Produção

Reflexões sobre o primeiro Plano Nacional de Agroecologia e Produção Orgânica

O primeiro Planapo foi elaborado de forma participativa com a sociedade e teve como objetivo articular e implementar um conjunto de programas e ações de fortalecimento e ampliação da agricultura de base agroecológica, da transição agroecológica e da socio

 

postado em 16/08/2016 | Há 9 meses

16 ago 2016  - O Brasil ganhou destaque no cenário internacional, sendo o primeiro país a lançar um Plano Nacional de Agroecologia e Produção Orgânica (Planapo). Atualmente, o Uruguai também está elaborando um plano nacional de agroecologia. E alguns Estados, como Rio Grande do Sul, Paraíba, Paraná, Minas Gerais, entre outros já possuem planos ou programas estaduais de agroecologia.

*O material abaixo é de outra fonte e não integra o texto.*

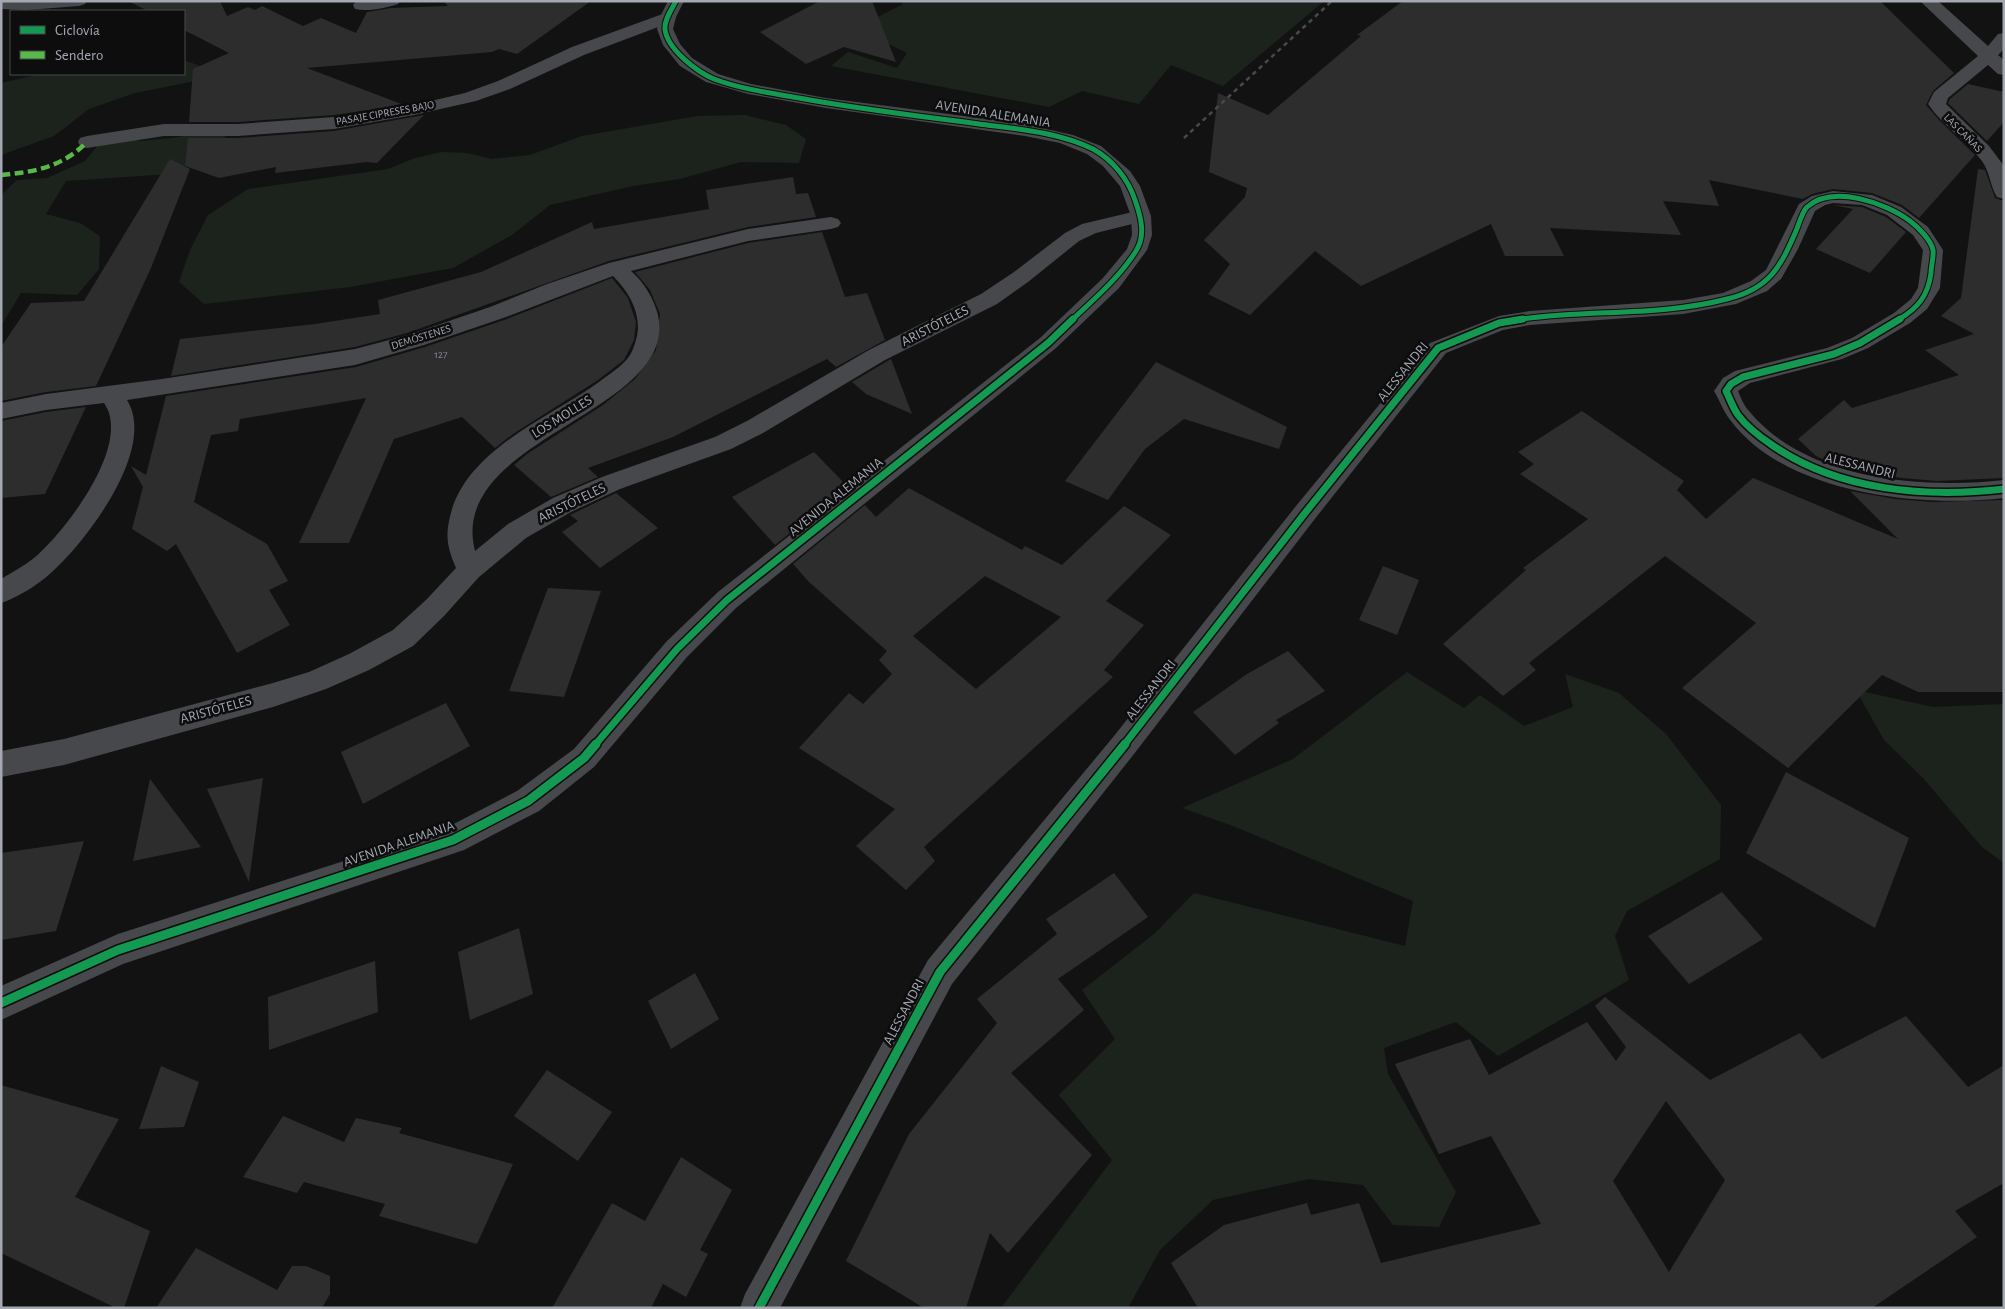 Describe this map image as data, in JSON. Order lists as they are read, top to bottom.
{
  "streets": {
    "street": [
      "PASAJE CIPRESES BAJO",
      "AVENIDA ALEMANIA",
      "LAS CAÑAS",
      "ARISTÓTELES",
      "DEMÓSTENES",
      "ALESSANDRI",
      "LOS MOLLES"
    ]
  },
  "crossings": [
    ["PASAJE CIPRESES BAJO", "AVENIDA ALEMANIA"],
    ["AVENIDA ALEMANIA", "ARISTÓTELES"],
    ["ARISTÓTELES", "LOS MOLLES"],
    ["DEMÓSTENES", "LOS MOLLES"]
  ],
  "house_numbers": ["127"],
  "legend": ["Ciclovía", "Sendero"]
} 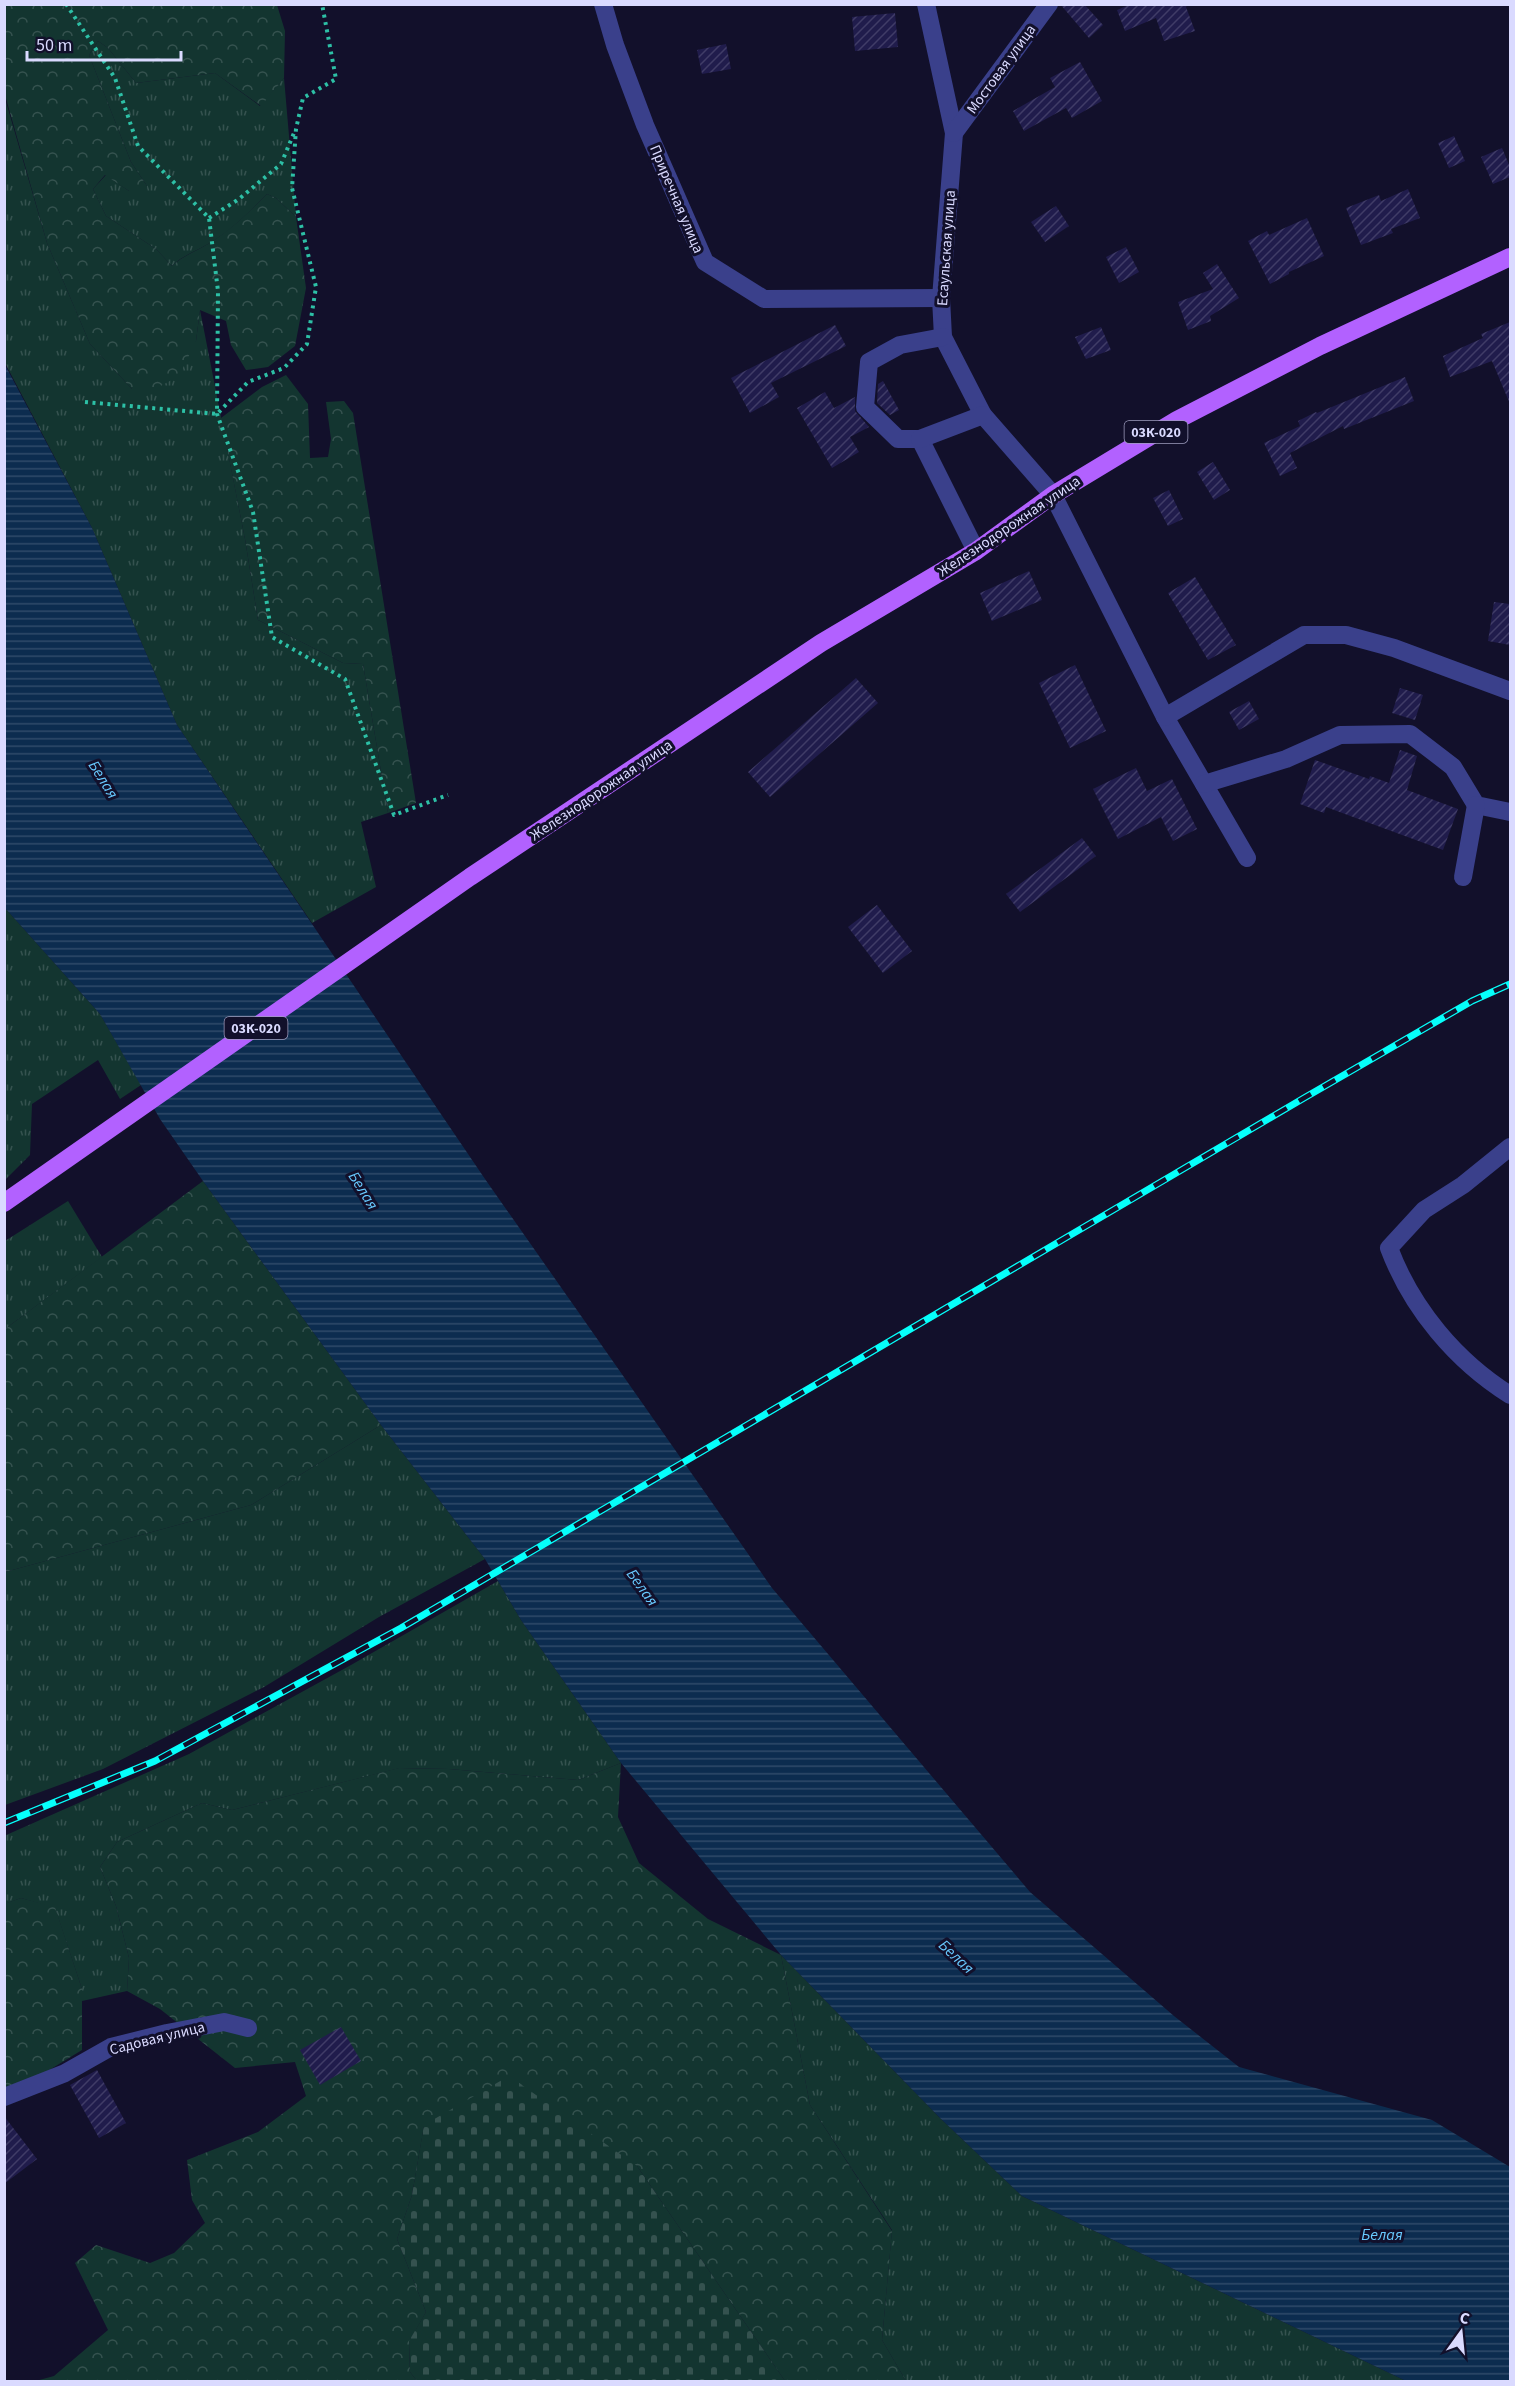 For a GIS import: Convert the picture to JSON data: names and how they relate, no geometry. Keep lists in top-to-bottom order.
{
  "streets": {
    "main road": ["03К-020", "Железнодорожная улица"],
    "street": [
      "Мостовая улица",
      "Приречная улица",
      "Есаульская улица",
      "Садовая улица"
    ]
  },
  "crossings": [
    ["Мостовая улица", "Есаульская улица"],
    ["Приречная улица", "Есаульская улица"],
    ["Есаульская улица", "Железнодорожная улица"]
  ],
  "water": ["Белая"],
  "scale_bar": "50 m",
  "north": "top"
}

O primeiro Planapo foi elaborado de forma participativa com a sociedade e teve como objetivo articular e implementar um conjunto de programas e ações de fortalecimento e ampliação da agricultura de base agroecológica, da transição agroecológica e da sociobiodiversidade, bem como estimular processos sustentáveis de uso e manejo da agrobiodiversidade e sociobiodiversidade. Possui 14 metas distribuídas em quatro eixos: produção, recursos naturais, conhecimento e comercialização e consumo e conta com 125 iniciativas.

Dentre os diversos resultados deste Plano, destaca-se a aplicação de R$ 63,1 milhões em crédito para a recursos e contratos efetivados por meio das linhas Pronaf Agroecologia e de outras linhas do Pronaf, para sistemas orgânicos e de base agroecológica, na qual foram beneficiadas 1.973 famílias de agricultores familiares.

O Plano possibilitou ainda o fortalecimento da produção familiar em sistemas de produção de base agroecológica, com serviços de Assistência Técnica e Extensão Rural (Ater), oferecidos aos agricultores por meio do instrumento das Chamadas Públicas lançadas pelo MDA, Incra, MPA e MMA, a 163.094 famílias, com gastos de aproximadamente R$ 430 milhões.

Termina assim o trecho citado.